戦国中山王圓鼎を習う(108)「而喬毋衆」

《智爲人臣之宜施。於虖、念之哉。後人其庸々之、毋忘爾邦。昔者呉人并粤。粤人斅備恁、五年復呉、克并之至于含。爾毋大而。毋富而喬。毋衆而囂。吝邦難。仇人才彷。於虖念之哉。子々孫々永定保之、毋替厥邦。》 76行 469字

《人臣爲るの宜(義)を知るなり。於虖(ああ)、之(これ)を念(おも)へ哉(や)。後人其れ之を庸として用い、爾(なんぢ)の邦を忘るること毋(なか)れ。昔者(むかし)、呉の人、を併せたり。越人、修教備恁し、五年にして呉を覆し、克ちてを併せ、今に至れり。爾(なんぢ)、大なりとして肆(ほしいまま)なること毋れ。富めりとして驕る毋れ。衆なりとして囂(おご)る毋れ。吝(隣)邦も親しみ難し。仇人、旁らに在り。於虖(ああ)、之を念へ哉(や)。子々孫々永く之を定保し、厥(そ)の邦を替(す)つる毋れ。

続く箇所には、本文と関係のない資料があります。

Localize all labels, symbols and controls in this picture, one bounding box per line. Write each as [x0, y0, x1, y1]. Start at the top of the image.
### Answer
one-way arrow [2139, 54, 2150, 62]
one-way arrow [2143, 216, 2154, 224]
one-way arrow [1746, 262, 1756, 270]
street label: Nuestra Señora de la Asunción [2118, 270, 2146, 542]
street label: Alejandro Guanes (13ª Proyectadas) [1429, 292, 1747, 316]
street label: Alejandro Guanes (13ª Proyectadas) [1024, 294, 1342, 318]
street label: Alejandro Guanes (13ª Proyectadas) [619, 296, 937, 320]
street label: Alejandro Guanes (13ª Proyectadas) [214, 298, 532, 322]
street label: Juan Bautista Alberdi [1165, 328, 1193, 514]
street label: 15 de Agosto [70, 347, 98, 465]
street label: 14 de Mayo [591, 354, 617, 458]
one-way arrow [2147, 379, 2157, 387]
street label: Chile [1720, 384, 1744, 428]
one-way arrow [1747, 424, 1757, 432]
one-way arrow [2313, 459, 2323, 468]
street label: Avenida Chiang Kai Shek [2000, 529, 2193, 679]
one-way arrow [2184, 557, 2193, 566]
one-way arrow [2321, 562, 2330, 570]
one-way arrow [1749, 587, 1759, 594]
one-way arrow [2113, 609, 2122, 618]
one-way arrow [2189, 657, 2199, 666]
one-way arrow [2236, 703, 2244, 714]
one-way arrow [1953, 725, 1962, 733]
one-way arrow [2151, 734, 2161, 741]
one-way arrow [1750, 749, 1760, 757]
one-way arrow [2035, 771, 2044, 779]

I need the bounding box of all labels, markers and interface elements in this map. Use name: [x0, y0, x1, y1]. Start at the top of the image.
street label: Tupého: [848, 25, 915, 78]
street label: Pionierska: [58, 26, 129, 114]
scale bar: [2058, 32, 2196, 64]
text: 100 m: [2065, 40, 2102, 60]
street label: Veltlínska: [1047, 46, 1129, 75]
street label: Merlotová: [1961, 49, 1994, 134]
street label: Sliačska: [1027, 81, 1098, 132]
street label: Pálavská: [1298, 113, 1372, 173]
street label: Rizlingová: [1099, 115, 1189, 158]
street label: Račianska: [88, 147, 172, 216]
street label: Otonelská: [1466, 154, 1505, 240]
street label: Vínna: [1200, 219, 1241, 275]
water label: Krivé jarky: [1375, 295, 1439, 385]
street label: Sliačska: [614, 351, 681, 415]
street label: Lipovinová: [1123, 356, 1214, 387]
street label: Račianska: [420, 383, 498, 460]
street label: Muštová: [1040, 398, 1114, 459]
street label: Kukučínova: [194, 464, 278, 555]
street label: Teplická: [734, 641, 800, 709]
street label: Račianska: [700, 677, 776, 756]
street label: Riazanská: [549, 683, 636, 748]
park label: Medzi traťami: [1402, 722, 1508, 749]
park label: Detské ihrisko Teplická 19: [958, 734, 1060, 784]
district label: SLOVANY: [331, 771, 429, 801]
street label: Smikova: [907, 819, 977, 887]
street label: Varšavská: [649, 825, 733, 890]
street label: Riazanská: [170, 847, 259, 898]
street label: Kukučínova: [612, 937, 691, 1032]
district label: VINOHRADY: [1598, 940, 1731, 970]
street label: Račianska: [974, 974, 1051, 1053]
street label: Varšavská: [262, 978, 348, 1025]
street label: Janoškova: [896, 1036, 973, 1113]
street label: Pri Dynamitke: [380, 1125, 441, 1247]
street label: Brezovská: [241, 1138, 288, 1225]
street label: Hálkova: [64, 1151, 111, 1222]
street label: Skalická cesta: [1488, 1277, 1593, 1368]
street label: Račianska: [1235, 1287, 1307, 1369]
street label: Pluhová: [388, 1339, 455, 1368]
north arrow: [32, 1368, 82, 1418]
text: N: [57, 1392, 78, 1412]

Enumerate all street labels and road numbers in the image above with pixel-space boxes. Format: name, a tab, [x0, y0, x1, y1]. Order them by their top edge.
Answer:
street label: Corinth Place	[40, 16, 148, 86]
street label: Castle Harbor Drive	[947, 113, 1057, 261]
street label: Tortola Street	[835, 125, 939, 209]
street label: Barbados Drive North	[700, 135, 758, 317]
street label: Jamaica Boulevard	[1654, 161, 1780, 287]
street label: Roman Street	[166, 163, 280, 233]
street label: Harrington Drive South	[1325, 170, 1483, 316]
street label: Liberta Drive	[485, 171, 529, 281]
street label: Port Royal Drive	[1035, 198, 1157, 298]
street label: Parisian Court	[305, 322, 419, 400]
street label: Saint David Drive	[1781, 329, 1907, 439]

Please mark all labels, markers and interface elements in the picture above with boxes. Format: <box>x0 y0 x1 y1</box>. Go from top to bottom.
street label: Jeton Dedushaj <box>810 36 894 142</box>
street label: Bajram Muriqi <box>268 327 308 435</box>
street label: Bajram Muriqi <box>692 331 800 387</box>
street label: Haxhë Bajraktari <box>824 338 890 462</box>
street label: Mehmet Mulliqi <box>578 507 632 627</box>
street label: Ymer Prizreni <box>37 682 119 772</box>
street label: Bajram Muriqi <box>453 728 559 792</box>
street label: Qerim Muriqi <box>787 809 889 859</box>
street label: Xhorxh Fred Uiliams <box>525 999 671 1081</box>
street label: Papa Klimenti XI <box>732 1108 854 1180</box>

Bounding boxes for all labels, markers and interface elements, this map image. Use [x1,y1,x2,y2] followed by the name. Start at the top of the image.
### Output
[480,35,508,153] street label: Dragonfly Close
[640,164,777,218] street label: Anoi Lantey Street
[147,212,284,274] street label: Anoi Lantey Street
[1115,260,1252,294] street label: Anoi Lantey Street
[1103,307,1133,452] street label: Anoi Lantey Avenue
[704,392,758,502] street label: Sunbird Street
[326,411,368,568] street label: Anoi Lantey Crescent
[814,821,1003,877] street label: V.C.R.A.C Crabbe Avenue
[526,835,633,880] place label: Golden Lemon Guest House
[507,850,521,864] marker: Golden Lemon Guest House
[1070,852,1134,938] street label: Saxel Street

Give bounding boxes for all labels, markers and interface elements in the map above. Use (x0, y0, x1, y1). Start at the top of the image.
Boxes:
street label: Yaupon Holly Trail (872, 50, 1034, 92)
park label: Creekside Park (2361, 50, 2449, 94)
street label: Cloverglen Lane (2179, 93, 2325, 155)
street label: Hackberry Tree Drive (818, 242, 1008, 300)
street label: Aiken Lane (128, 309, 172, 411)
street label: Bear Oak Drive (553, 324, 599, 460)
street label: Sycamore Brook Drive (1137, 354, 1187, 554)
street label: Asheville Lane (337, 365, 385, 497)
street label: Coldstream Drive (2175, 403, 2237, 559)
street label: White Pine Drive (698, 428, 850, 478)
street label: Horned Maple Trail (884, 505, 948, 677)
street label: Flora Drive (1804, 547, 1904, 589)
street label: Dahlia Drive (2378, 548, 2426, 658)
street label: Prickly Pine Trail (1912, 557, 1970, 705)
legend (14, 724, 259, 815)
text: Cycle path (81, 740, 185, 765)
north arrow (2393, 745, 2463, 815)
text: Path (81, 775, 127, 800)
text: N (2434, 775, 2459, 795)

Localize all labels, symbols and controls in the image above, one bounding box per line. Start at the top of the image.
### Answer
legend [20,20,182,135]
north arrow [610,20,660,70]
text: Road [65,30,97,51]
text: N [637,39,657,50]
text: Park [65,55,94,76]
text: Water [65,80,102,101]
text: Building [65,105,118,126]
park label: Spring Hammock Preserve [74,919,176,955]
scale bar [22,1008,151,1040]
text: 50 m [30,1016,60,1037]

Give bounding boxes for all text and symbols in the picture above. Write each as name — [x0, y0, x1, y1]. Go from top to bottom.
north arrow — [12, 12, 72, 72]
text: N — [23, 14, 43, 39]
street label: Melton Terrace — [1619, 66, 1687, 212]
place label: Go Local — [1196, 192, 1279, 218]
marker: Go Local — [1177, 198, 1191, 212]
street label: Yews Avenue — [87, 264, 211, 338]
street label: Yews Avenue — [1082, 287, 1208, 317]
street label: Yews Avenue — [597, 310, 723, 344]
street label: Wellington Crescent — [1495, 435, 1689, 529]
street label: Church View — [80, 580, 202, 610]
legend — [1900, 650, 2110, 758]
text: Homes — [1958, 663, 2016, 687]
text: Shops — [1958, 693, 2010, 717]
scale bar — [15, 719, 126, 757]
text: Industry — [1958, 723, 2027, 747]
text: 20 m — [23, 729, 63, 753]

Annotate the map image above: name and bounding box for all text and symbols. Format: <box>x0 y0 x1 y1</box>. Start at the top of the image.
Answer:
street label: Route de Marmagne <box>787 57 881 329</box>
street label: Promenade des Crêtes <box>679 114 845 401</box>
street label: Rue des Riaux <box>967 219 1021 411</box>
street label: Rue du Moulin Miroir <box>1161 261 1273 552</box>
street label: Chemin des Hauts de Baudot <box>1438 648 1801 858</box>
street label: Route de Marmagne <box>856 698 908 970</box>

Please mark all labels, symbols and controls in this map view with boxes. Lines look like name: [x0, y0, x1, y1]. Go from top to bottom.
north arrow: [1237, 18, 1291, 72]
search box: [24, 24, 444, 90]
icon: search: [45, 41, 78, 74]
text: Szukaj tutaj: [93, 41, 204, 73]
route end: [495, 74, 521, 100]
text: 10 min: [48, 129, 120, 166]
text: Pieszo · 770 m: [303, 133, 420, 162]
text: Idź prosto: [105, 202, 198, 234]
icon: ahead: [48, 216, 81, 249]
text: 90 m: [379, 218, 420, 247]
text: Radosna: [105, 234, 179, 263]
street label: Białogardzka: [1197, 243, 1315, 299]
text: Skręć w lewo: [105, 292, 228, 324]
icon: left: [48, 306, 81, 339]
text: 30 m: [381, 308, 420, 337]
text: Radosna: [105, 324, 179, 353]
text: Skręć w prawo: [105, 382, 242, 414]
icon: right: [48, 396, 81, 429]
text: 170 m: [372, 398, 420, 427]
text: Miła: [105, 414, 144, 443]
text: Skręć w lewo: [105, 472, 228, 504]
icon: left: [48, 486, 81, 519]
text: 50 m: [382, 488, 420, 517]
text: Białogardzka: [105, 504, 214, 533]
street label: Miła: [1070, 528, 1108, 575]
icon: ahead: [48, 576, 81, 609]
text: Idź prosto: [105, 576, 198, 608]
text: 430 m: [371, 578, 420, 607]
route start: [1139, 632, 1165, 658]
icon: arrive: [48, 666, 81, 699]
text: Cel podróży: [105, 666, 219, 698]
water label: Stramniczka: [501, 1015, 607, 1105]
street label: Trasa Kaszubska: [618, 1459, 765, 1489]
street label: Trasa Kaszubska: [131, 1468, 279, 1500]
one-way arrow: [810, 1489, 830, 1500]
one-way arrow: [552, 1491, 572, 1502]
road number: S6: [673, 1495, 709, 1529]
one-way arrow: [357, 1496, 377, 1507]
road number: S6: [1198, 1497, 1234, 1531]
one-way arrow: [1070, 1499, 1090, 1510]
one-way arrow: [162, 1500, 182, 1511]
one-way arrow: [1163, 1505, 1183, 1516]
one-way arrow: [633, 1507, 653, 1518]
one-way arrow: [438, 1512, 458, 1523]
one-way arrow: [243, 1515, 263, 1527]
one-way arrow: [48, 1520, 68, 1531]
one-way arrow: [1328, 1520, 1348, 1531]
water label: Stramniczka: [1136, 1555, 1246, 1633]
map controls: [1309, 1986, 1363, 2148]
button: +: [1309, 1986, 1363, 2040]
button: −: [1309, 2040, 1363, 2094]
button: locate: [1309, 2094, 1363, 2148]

○「而」:6回目。前回に「而・需・天」の関係について字形上からの小考察を添えました。今回の「而」には上部に一画を増やすタイプで、中山三器にある13例のうち、4例あります。

○「喬」(驕):「夭」と「高」とからなるとされています。音はきょう、訓はたかい・おごる。ここでは「驕」(おごる)の意で用いています。「喬」自体にもその意があります。「高」は「京」と同様に軍営や都城の入り口にある望楼付きのアーチ状の門。この望楼の高い位置に呪禁のような目的で何かを供えた形と思われます。「たかい」という意はそこから派生します。また、「喬」とされる甲骨文の中には、「高」の上に手にものを持つ形「丮」(けき)とおぼしきものが載っているものがあります。甲骨文には「高」や「京」を含む字が複数あり、下に「羊」が置かれているもの、あるいは上に生贄をあらわす「義」が載っているものさえあります。一方、金文から戦国期楚簡に至る古い字形からは、呪器としての「力」(すき)や「喬木」らしきものなど数種は確認できますが、「夭」とおぼしきものは認めることができず、かつ、「高」の上部が何であるかがはっきりしません。[説文解字]の説く「高くして曲(まが)れるなり。夭に從ひ、高の省に從ふ」の拠依するものが不明です。管見では、「丮」か龍を表す「九」ではないかと考えています。

○「毋」:4回目です。

○「眾」(衆):2回目です。「目」と3人が列する形。もとは邑郭を表す「囗」(い)だったものが、郭内を示す一画が加わり、それが変化して目に変わっていきました。目を書く際の起筆が角として残っています。それでも「血」の形になる事例はなく、日本で制定された旧当用漢字が誤ってしまったものです。おそらく小篆が目に角が付いているため誤って活字体を「血」としたと思われます。